Concordem as autoridades ou não, o trânsito brasileiro matou perto de 1.000.000 de pessoas nos últimos 20 anos! Além disso, perto de 7 a 8 milhões de pessoas ficaram feridas nos acidentes, sendo alarmante a quantidade de incapacitados permanentes que deles resultou. O Brasil deste cenário, entretanto, é o mesmo capaz de demonstrar uma imensa dor coletiva quando um acidente aéreo mata 150 ou 200 pessoas… É também capaz de, surpreendentemente, montar a cada ano uma operação complexa com dezenas de milhares de postos de vacinação para manter longe a paralisia infantil, que há muitos anos não produz uma única vítima em todo o Território Nacional… É ainda o país que distribui gratuitamente todos os remédios para controle da AIDS e é tido como exemplo para o mundo inteiro… Por tudo isso, não há como fugir da pergunta: QUE FAZER PARA TORNAR O TRÂNSITO BRASILEIRO MENOS VIOLENTO E MAIS HUMANO?

É a partir daqui que se pode entender melhor cada uma das alternativas citadas: as pessoas que bradam por uma solução do Governo continuam bradando como sempre, as que não têm autoridade continuam sem ela como sempre e as que a têm elaboram planos, campanhas, projetos, fiscalizações, “blitze”, seminários, operações especiais, novas leis, novas multas e novas penalidades. De certo modo, isso também é o que sempre tem sido feito e, a bem da verdade, logo depois abandonado por falta de rigor e fiscalização. Como mexer com o trânsito propriamente dito parece não adiantar, restaria modificar a pergunta feita acima para “QUE FAZER PARA TORNAR O CONDUTOR BRASILEIRO MENOS VIOLENTO E MAIS HUMANO?”

Os legisladores do Congresso Nacional deram, já em 1998, uma resposta a esta pergunta: inovaram, ao aprovar o novo CÓDIGO DE TRÂNSITO BRASILEIRO (CTB), incluindo a obrigatoriedade da Educação para o Trânsito em todas as escolas dos ciclos fundamental, médio e superior. O CTB brasileiro é considerado um dos melhores do mundo. Infelizmente, passaram-se quase 10 anos da promulgação do CTB e a Educação para o Trânsito ainda não “pegou”: faltam, a um mesmo tempo, regulamentações, verbas, interesse, espaço curricular e, segundo o DENATRAN, não há projetos para analisar e aprovar. Na própria Sociedade Brasileira aparecem agora os que criticam a idéia de que a Educação para o Trânsito seja ministrada para os bebês do Fundamental, quando na verdade são os motoristas jovens que, por imprudência e alcoolismo, estão causando a maior parte dos acidentes. Como querer tirar a razão deles se, ao analisarmos também o adulto alfabetizado atual, podemos verificar que foi educado, quando o foi, pela lei da busca do resultado imediato, do “tirar nota boa na prova”, do “estudar para passar de ano”, do “pagar para tirar a Carteira Nacional de Habilitação”, do “menino, comporte-se senão eu conto pro teu pai quando ele chegar”, do “o negócio é levar vantagem, certo?”, do “vou arranjar um trampo no Serviço Público para me encostar o resto da vida?” ou “vou agüentar a Faculdade até o fim porque preciso do canudo”!!!

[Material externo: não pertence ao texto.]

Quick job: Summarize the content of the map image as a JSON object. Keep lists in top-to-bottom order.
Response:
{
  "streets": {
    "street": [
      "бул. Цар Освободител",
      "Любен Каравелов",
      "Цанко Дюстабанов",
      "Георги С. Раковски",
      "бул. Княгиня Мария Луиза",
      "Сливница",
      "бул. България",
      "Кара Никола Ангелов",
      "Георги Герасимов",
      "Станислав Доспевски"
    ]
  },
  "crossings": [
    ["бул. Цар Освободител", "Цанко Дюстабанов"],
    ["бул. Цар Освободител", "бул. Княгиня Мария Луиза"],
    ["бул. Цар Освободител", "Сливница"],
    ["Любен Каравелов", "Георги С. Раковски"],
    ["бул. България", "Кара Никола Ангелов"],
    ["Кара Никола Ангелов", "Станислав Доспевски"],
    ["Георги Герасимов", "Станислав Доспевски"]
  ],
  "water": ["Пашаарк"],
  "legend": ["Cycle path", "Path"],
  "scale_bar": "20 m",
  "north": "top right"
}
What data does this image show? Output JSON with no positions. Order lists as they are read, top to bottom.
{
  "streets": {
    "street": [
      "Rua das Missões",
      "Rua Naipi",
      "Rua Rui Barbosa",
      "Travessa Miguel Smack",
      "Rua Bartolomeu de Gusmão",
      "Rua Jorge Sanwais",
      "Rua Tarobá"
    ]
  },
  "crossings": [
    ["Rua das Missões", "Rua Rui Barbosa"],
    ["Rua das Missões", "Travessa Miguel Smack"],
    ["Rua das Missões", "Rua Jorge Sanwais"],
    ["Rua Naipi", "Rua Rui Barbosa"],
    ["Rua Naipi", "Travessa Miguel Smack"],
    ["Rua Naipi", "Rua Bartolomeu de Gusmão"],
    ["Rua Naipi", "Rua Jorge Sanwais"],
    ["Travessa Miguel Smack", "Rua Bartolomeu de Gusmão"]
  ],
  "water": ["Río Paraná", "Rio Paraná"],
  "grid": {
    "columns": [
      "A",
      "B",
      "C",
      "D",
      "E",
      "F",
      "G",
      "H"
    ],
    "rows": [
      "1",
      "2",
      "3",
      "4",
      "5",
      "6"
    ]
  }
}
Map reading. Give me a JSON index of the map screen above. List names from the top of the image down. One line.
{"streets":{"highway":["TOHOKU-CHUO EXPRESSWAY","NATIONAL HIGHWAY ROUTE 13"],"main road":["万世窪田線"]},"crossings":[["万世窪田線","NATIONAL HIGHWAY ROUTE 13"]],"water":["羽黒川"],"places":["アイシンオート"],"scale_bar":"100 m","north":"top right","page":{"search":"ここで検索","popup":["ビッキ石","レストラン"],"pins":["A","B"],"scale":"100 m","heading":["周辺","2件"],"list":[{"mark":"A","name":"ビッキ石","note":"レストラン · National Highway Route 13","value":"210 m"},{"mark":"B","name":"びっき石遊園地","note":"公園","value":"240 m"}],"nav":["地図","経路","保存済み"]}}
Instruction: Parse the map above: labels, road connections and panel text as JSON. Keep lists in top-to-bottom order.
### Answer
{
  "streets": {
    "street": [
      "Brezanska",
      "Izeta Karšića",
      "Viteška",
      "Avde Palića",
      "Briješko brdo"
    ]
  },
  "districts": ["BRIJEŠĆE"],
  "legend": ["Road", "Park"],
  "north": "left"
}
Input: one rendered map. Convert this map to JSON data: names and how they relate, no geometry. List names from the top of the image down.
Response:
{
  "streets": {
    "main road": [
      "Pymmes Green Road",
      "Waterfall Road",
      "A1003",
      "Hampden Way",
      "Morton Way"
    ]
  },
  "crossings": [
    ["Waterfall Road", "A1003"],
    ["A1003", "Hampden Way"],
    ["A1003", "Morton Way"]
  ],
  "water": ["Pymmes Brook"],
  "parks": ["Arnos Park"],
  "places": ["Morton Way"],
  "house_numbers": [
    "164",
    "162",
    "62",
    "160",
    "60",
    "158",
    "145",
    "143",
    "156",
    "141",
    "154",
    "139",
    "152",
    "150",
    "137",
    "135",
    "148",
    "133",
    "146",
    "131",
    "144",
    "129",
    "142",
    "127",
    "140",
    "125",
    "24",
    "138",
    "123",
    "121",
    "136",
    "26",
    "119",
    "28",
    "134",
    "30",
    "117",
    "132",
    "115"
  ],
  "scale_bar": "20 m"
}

Nem podemos nos indignar quando ouvimos do próprio Ministério da Educação que mais de 70% dos adultos brasileiros alfabetizados são incapazes de interpretar um texto que eles mesmos acabam de ler! Nem podemos nos surpreender ao ouvir de tantos professores que, por vezes, têm medo de dar aulas por causa da violência dos alunos! Nós, os pais e avós de hoje, somos os únicos culpados por tudo o que está ocorrendo. Existe alguma atenuante? Claro que sim: nós não demos a educação correta aos nossos filhos porque também não a tivemos dos nossos pais. Que fazer? Mudemos o Ciclo Fundamental, para que todas as crianças brasileiras, nos primeiros 4 anos, apenas estudem as 4 operações, escrever, ler e INTERPRETAR TEXTOS. Fora isso, Educação para o Trânsito, pois a pobreza as força a ir A PÉ para as escolas e elas precisam ter percepção do risco que correm. E educação física. Nos anos seguintes, aprenderão qualquer coisa, pois saberão INTERPRETAR. Quando “tirarem” a CNH, serão filhos, estudantes, cidadãos e condutores bem diferentes que nós, os atuais adultos já totalmente incorrigíveis.